# Wieviel PWM-Lüfter sind an einem PWM Board-Anschluss mit mehreren Y-Kabeln möglich?



## zulu1024 (26. Juli 2011)

*Wieviel PWM-Lüfter sind an einem PWM Board-Anschluss mit mehreren Y-Kabeln möglich?*

Moin,

ich würde gern wissen wieviel PWM Y-Kabel, bzw. wieviel PWM Lüfter, ich an einem PWM Mainboard-Anschluss betreiben kann? Das Board ist ein Asus P5Q Pro. Im Handbuch steht dazu natülich nichts...

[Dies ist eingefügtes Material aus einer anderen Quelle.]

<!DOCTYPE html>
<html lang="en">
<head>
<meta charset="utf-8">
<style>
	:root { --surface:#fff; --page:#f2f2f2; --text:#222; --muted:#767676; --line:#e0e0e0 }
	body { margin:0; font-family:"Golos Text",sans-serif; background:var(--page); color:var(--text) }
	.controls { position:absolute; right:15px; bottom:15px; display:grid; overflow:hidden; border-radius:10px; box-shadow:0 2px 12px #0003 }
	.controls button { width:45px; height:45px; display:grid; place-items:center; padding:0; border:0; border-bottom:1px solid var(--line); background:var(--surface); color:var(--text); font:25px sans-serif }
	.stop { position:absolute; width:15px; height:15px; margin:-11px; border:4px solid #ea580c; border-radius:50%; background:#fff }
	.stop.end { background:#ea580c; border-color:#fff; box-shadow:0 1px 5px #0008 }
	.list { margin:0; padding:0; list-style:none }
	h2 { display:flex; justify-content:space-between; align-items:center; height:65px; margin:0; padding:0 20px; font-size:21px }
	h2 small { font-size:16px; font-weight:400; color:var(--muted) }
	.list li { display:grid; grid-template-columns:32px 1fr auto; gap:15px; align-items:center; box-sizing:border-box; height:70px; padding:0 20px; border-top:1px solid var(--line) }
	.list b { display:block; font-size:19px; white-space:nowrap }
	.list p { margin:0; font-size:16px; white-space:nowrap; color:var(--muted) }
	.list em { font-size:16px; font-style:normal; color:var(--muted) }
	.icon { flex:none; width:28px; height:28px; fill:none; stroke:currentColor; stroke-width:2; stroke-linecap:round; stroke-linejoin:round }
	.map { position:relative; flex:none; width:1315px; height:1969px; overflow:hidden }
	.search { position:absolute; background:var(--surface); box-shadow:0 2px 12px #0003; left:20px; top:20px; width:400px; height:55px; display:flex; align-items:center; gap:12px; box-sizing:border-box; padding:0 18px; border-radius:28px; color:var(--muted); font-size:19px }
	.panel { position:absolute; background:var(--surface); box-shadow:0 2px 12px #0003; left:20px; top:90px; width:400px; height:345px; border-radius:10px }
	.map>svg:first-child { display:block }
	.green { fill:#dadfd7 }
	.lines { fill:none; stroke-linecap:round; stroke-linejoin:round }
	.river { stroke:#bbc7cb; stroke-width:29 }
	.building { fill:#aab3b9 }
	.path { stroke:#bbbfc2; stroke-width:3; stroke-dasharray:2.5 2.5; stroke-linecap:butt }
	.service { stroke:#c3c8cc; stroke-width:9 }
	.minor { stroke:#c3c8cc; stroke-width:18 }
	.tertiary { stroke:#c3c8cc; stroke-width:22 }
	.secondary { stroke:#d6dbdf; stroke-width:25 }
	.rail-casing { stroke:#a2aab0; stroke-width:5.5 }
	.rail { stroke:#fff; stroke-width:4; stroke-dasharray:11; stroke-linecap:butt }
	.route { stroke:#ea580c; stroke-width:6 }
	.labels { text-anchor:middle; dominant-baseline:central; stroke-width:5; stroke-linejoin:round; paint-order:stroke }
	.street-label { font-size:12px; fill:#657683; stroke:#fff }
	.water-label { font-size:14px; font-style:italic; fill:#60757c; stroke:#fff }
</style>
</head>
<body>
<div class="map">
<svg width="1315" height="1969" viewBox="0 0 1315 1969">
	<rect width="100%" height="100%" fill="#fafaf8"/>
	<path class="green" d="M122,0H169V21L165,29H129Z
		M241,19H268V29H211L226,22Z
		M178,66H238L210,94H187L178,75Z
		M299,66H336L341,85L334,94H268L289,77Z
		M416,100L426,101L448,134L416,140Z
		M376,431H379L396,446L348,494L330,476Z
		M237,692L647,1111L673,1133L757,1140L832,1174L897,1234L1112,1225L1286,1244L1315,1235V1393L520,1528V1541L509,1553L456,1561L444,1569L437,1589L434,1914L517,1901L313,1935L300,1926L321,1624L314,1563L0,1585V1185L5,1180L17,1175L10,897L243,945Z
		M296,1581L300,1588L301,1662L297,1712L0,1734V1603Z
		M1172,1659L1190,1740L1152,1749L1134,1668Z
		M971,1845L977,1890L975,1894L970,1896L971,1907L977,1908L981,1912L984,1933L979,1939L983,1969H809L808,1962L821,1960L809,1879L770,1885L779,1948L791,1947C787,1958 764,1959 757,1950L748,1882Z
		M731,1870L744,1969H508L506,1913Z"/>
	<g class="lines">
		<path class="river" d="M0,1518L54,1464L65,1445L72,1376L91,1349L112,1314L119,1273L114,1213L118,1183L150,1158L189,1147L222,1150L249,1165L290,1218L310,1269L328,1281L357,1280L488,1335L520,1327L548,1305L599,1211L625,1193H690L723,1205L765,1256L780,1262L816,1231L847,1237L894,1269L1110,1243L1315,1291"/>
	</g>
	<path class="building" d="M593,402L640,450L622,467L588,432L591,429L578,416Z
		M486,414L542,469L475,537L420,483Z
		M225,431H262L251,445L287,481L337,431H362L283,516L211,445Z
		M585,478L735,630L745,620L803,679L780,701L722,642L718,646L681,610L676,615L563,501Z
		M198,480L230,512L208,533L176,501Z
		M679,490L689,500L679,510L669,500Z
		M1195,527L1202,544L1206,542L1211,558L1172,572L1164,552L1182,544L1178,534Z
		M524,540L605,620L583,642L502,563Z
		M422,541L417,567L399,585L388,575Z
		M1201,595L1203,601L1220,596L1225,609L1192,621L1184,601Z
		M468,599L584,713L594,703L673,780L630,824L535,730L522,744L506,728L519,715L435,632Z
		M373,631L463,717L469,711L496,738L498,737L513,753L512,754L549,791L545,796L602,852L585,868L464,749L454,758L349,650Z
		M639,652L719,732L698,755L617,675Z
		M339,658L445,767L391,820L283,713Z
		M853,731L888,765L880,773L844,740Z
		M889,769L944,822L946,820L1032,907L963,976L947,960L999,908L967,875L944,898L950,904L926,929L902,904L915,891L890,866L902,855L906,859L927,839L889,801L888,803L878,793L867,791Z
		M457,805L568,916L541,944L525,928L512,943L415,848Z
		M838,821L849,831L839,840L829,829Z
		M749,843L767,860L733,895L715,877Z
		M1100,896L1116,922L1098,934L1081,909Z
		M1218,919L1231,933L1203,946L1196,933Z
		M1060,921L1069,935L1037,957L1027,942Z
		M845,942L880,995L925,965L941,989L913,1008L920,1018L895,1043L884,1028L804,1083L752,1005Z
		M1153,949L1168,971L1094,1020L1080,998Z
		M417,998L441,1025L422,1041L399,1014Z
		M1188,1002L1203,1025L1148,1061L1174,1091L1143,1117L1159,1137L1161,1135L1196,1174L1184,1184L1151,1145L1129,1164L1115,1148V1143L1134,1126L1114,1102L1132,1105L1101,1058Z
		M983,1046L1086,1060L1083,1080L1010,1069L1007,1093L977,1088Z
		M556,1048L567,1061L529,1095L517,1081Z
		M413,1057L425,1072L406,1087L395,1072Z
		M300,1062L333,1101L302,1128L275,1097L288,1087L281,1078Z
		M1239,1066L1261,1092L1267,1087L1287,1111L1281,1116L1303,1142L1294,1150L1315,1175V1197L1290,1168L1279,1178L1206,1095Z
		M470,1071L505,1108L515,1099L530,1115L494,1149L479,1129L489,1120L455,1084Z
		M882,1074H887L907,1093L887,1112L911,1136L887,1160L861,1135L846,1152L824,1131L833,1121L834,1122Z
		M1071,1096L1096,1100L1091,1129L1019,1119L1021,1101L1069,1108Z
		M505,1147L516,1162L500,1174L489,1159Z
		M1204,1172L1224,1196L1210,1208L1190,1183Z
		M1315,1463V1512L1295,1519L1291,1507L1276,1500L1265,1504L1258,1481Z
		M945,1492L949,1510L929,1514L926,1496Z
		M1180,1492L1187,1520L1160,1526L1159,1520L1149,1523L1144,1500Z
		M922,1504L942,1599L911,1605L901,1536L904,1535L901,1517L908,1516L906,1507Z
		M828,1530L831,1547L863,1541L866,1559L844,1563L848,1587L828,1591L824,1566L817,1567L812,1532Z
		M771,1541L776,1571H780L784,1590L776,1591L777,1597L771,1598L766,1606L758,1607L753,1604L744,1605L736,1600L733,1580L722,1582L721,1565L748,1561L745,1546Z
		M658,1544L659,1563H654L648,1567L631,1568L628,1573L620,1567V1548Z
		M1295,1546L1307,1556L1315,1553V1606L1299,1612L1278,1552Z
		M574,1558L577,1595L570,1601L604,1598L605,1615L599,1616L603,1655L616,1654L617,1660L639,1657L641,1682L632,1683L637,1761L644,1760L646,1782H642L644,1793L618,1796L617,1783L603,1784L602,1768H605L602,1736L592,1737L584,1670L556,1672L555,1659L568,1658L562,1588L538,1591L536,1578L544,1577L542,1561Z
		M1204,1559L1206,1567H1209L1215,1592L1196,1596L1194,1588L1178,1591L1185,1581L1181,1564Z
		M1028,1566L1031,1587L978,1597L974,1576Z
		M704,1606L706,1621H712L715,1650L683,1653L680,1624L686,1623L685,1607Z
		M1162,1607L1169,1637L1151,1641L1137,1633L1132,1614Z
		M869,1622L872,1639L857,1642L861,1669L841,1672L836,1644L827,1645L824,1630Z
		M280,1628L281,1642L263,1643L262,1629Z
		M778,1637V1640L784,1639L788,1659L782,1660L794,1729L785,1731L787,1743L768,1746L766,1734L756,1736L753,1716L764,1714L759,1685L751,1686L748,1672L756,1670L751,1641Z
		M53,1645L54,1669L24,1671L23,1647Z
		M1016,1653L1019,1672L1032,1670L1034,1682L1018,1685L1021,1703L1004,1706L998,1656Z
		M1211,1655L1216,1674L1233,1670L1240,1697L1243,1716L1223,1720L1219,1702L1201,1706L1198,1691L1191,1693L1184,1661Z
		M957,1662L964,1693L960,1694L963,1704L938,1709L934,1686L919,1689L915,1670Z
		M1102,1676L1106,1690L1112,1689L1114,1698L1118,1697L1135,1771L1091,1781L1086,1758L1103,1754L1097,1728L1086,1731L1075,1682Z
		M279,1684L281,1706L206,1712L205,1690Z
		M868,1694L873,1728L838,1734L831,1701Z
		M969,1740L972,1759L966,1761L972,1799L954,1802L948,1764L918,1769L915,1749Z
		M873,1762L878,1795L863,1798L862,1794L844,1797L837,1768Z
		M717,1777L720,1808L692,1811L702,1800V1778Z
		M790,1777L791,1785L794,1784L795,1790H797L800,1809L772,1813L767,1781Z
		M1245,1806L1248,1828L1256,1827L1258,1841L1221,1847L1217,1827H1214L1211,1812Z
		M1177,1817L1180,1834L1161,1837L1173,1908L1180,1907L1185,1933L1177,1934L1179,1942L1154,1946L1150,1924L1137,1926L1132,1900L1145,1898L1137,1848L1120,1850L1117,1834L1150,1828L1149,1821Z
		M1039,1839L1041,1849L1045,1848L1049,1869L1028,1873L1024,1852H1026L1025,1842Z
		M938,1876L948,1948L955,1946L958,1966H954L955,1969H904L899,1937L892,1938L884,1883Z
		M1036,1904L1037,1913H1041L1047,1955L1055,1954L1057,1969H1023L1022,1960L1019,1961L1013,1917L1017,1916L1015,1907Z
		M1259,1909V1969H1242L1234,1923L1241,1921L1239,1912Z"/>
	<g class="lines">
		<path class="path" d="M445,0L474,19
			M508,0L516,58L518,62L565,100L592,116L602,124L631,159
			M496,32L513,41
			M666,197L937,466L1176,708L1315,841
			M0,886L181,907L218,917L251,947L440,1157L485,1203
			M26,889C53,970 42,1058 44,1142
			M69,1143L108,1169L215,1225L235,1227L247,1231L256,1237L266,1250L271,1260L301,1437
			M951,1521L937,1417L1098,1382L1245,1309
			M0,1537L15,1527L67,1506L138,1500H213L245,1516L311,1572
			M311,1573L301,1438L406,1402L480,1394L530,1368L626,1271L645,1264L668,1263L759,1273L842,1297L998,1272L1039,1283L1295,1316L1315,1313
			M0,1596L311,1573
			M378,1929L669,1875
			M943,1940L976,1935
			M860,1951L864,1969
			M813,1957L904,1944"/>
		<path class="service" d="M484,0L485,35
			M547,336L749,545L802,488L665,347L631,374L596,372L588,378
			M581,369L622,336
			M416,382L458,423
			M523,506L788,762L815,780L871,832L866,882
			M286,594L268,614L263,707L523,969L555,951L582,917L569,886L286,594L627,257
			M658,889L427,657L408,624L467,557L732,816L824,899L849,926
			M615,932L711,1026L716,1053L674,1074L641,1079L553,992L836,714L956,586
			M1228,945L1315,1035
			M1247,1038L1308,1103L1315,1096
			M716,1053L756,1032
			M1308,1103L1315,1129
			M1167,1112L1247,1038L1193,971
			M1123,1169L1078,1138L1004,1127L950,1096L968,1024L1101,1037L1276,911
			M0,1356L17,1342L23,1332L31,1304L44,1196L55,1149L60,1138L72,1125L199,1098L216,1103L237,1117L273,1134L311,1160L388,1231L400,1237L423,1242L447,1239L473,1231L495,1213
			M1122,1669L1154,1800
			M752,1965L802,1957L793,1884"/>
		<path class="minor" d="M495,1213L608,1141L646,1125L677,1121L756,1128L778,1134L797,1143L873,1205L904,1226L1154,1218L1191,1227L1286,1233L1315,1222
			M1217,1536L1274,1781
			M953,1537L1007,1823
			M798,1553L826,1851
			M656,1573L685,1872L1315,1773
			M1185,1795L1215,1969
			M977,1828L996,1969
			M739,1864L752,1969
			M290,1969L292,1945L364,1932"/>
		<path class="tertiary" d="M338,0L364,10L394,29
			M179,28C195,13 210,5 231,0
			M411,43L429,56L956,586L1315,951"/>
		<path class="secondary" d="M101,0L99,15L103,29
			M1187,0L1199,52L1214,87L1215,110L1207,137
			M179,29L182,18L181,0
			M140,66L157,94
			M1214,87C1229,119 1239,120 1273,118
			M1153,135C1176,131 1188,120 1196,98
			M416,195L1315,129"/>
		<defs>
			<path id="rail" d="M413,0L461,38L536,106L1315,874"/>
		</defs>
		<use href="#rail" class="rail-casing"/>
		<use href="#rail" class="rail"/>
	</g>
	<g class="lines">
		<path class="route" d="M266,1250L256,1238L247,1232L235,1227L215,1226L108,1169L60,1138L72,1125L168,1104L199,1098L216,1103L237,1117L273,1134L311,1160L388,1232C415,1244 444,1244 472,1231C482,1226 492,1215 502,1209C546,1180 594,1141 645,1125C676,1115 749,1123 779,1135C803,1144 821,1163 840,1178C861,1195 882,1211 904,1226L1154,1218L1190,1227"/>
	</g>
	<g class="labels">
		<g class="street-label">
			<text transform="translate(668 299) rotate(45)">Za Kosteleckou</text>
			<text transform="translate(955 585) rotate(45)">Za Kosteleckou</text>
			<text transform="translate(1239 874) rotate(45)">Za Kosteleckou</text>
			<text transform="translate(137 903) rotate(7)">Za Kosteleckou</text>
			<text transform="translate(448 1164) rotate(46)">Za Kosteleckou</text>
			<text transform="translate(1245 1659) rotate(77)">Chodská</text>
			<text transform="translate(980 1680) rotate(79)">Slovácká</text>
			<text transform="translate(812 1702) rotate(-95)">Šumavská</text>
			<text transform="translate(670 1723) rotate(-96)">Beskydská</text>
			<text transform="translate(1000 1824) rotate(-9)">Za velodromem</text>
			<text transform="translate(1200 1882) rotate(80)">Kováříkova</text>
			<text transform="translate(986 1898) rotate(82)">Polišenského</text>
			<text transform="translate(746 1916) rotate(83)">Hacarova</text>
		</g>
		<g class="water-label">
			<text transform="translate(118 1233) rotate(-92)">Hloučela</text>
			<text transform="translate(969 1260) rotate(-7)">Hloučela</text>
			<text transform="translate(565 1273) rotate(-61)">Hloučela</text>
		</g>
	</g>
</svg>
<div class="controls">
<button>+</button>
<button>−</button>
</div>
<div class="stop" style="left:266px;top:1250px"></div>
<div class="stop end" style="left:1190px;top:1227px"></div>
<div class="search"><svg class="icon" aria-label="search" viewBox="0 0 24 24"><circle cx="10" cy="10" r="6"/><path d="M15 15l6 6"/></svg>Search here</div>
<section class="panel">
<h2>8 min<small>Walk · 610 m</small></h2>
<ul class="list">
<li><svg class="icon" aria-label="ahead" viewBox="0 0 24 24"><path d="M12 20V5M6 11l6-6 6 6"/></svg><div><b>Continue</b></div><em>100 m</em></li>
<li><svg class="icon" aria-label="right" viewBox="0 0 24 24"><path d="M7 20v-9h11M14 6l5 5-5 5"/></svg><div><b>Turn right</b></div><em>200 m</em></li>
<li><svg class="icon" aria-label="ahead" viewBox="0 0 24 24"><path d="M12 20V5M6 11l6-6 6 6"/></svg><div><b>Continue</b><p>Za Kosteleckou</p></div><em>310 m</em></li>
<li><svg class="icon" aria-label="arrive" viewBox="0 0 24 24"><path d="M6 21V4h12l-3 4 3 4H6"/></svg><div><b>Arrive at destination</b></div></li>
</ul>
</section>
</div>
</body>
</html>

Ich möchte mein System noch weiter übertakten. Zurzeit hab ich einen Matterhorn mit 2x wingboost dran, die dank Y-Kabel am einzigen PWM Anschluss sitzen. Nach Hinten pustet ein Enermax UCTB 12 ungeregelt herraus. Nach oben ein 200er ebenfalls herraus. Jedoch kommt es anscheinend unter last zu einem Hitzestau. Denn wenn ich den Enermax herraus nehme und an dessen Stelle den hinteren Wingboost setze sind die Temps um 4-5 °C Kühler. Also liegt es nahe das der enermax nicht genung lüft schaufelt. Nun Wollte ich noch einen Wingboost kaufen und noch ein PWM-Y Kabel anschließen damit alle 3 Gleich geregelt werden. Die Temperaturen sind mit enermax und den beiden wingboost bei 66°C unter Last. Nur mit den Beiden Wingboost bei 61°C. Die 66°C  bieten nicht gerade viel Reserve zum übertakten. Zumal ich meinen Q6700 noch mit Standardspannung bei 3 GHz betreibe...

Gruß


----------



## Furion (26. Juli 2011)

*AW: Wieviel PWM-Lüfter sind an einem PWM Board-Anschluss mit mehreren Y-Kabeln möglich?*

Die Standardantwort lautet in solchen Fällen "Alles bis 1A müsste funktionieren" 
Also einfach mal zusammenrechnen.


----------



## zulu1024 (26. Juli 2011)

*AW: Wieviel PWM-Lüfter sind an einem PWM Board-Anschluss mit mehreren Y-Kabeln möglich?*

Wow, doch so viel??

Hab in einem Test gelesen das ein Wingboost 2,1W Braucht bei 12V. Dann wären das gerade mal 0,175A. Bei dreien also 0,525A. Und da die eh nur mit ca 1000U/min und nicht 1500U/min laufen wirds wohl schon schief gehen


----------



## butzler (26. Juli 2011)

*AW: Wieviel PWM-Lüfter sind an einem PWM Board-Anschluss mit mehreren Y-Kabeln möglich?*

Hallo,
ich stand vor dem gleichen Problem und habe es damit Akasa Lüfteradapter 4-Pin/4-Pin Molex | digitalo gelöst.
Die Luffis bekommen vom PWM Anschluss nur noch das Steuersignal und melden die Drehzahl ans Board. Der Saft kommt direkt vom Netzteil und das Board wird somit überhaupt nicht mehr belastet.

mad


----------



## Dyn@moFan (26. Juli 2011)

*AW: Wieviel PWM-Lüfter sind an einem PWM Board-Anschluss mit mehreren Y-Kabeln möglich?*

@mad-67: Hallo, mal eine Frage: funktioniert denn das von dir verlinkte Adapterkabel einwandfrei? Hab in einer Bewertung mal gelesen die Lüfter würden mit diesen Kabel langsamer drehen als normal. Stimmt das? Ansonsten wär das auch für mich das perfekte Kabel...


----------



## meratheus (26. Juli 2011)

*AW: Wieviel PWM-Lüfter sind an einem PWM Board-Anschluss mit mehreren Y-Kabeln möglich?*



zulu1024 schrieb:


> Im Handbuch steht dazu natülich nichts...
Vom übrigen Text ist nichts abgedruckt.